Exercise details - When a line in the records contains the string "turn", copy that line.

Data supplied -
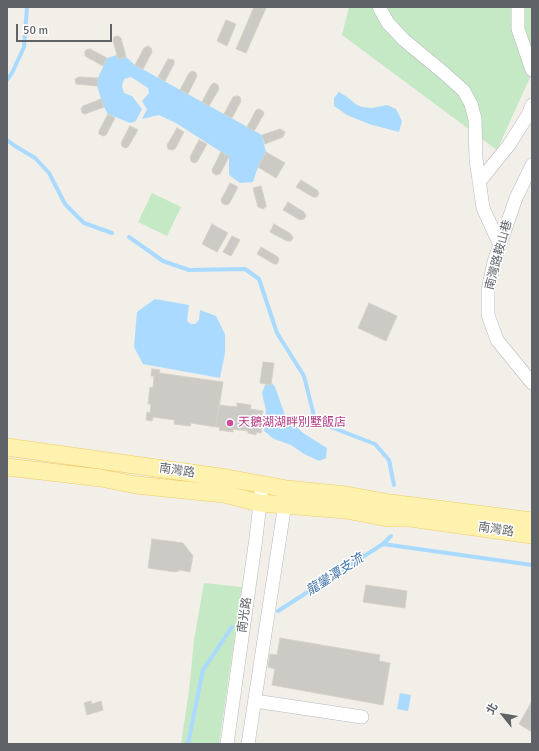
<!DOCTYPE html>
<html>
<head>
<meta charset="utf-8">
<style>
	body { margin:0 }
	#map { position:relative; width:539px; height:751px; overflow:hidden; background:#f1efe8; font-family:Signika,"Noto Sans TC",sans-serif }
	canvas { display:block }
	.frame { position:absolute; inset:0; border:8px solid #5f6368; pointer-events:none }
	.north { position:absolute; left:483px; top:695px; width:40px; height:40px; -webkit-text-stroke:3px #fff; paint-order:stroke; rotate:300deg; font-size:11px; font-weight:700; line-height:16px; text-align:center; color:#5f6368 }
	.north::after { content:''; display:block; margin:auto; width:14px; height:18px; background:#5f6368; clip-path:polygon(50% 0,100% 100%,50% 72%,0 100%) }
	.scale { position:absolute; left:16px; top:24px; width:96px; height:18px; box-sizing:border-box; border:2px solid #5f6368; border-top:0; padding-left:5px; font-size:12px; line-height:14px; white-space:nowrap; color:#5f6368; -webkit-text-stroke:3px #fff; paint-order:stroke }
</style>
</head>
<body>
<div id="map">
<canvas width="539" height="751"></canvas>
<div class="frame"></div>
<div class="north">北</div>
<div class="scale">50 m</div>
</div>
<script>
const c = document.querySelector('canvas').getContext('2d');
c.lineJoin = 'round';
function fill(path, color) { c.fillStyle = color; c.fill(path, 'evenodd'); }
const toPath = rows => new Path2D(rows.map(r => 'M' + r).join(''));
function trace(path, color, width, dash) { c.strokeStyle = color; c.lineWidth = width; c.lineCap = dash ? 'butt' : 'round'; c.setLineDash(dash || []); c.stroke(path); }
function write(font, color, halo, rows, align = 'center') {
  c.font = font + ' Signika,"Noto Sans TC",sans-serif'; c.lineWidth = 3; c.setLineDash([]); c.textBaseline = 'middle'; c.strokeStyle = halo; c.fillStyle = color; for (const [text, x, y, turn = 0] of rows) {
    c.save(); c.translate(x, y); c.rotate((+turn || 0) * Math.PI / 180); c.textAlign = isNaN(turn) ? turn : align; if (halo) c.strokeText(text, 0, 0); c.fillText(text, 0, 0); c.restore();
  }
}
fill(toPath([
	[349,7,532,7,532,73,497,150,342,35],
	[152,193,181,207,167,236,138,222],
	[204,583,242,587,219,744,181,744,189,691,194,640]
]), '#c5e8c5');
fill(toPath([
	[117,55,118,59,126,57,135,65,262,135,266,152,258,167,253,182,240,183,229,175,229,157,176,123,159,115,142,119,147,109,142,101,149,93,148,88,131,77,124,79,122,86,124,93,132,96,142,109,136,121,130,123,108,114,104,107,101,99,97,86,98,78,107,58],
	[339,92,347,97,357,105,362,107,372,108,387,105,396,109,402,121,399,132,369,124,347,115,334,106,334,98],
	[155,299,189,305,187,321,191,324,195,324,199,320,200,310,216,316,225,334,225,353,220,378,143,364,134,347,137,312],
	[272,383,275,387,285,415,303,433,327,448,326,458,319,461,304,454,291,445,274,439,264,431,266,411,262,393,265,385,271,385],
	[400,693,411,695,408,711,397,709]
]), '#aadaff');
trace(toPath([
	[7,80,12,73,24,47,27,7],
	[7,140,15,146,35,158,49,173,65,204,84,223,112,233],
	[129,237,163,261,189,270,245,269,259,279,277,333,304,376,314,416,328,426,375,444,389,460,394,485],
	[383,544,532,565],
	[278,611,383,544,391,536],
	[188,744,203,670,232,627]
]), '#aadaff', 4);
const building = toPath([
	[254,7,266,8,246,53,236,49,254,7],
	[226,20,236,24,227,46,217,41,226,20],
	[118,36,121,38,126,57,118,59,113,40,114,37,118,36],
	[148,46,151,48,152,52,143,69,135,65,144,48,148,46],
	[90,49,107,58,103,66,85,56,85,51,86,50,90,49],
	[168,59,174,60,174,64,165,81,158,77,168,59],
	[193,71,196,73,197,76,188,94,180,90,189,73,193,71],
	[79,77,98,78,97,86,76,84,75,79,79,77],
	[214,83,218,85,219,89,209,106,202,102,211,85,214,83],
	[237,96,240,97,241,101,232,118,224,114,233,97,237,96],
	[101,99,104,107,85,114,82,113,81,109,83,106,101,99],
	[259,109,263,111,264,114,254,131,247,127,256,110,259,109],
	[108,114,115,118,106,135,103,136,99,134,99,131,108,114],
	[130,126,138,130,128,147,125,148,122,146,121,143,130,126],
	[177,128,184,132,175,149,172,150,168,149,167,145,177,128],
	[280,129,285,132,283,137,265,144,262,135,280,129],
	[199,140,207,144,197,162,194,163,191,161,190,157,199,140],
	[221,152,229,157,220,174,216,175,213,173,212,170,221,152],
	[266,152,285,163,276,178,258,167,266,152],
	[301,180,317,190,319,193,317,197,313,197,296,187,301,180],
	[230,183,238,187,229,204,225,205,222,203,221,200,230,183],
	[261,186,266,205,266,207,263,209,258,207,253,188,261,186],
	[288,202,304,212,306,216,304,219,300,220,283,210,288,202],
	[212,224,228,233,217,252,202,244,212,224],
	[274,224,291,234,293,238,291,241,287,241,270,232,274,224],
	[232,236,240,240,231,256,223,252,232,236],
	[261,247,278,257,279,260,277,264,274,264,257,254,261,247],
	[369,303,397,316,386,341,358,328,369,303],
	[263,362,274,363,271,385,260,383,263,362],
	[152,369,160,370,159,373,223,382,216,427,191,423,190,426,174,424,175,420,153,417,152,421,146,420,147,412,150,413,151,404,148,404,150,387,153,388,154,376,151,376,152,369],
	[237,403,251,405,250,409,263,411,261,421,263,422,261,433,256,432,256,435,248,433,248,431,233,429,233,432,219,430,220,427,216,427,219,405,237,407,237,403],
	[152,539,183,543,193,556,190,572,180,570,176,572,148,568,152,539],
	[366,585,407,591,405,608,363,602,366,585],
	[280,638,380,655,379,661,390,663,383,705,272,685,275,669,268,667,270,654,277,655,280,638],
	[91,701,92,704,101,701,103,710,87,715,84,703,91,701],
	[532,701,532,732,519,724,532,701]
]);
fill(building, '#cccac5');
trace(building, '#d6d1c6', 1);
const minor = toPath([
	[379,7,388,23,404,40,444,73,464,91,471,104,475,119,476,159,483,208,500,245],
	[518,7,518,29,532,70],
	[532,165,516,198,494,262,488,290,488,315,497,340,532,383],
	[479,182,509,145,528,115,532,105],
	[255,701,362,717],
	[227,744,256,538,262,485],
	[248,744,286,497]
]);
const major = toPath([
	[7,447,227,478,287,489,346,495,390,503,532,521],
	[7,467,101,478,136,485,224,494,260,503,346,510,388,518,410,518,532,535]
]);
trace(minor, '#b5b8bc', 14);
trace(major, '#f2c960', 18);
trace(minor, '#fff', 13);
trace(major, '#fff2af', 17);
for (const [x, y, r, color] of [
	[230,423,4,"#d1479c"]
]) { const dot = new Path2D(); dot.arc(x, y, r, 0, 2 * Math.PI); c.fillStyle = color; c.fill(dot); trace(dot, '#fff', 1.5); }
write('12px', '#5f6368', '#fff', [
	["南灣路鞍山巷",499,255,-75],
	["南灣路",177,471,8],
	["南灣路",496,530,8],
	["南光路",245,615,-82]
]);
write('12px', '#b23c85', '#fff', [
	["天鵝湖湖畔別墅飯店",238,423]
], 'left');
write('italic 13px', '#4174aa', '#fff', [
	["龍鑾潭支流",335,575,-33]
]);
</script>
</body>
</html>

Finished exercise -
  c.font = font + ' Signika,"Noto Sans TC",sans-serif'; c.lineWidth = 3; c.setLineDash([]); c.textBaseline = 'middle'; c.strokeStyle = halo; c.fillStyle = color; for (const [text, x, y, turn = 0] of rows) {
    c.save(); c.translate(x, y); c.rotate((+turn || 0) * Math.PI / 180); c.textAlign = isNaN(turn) ? turn : align; if (halo) c.strokeText(text, 0, 0); c.fillText(text, 0, 0); c.restore();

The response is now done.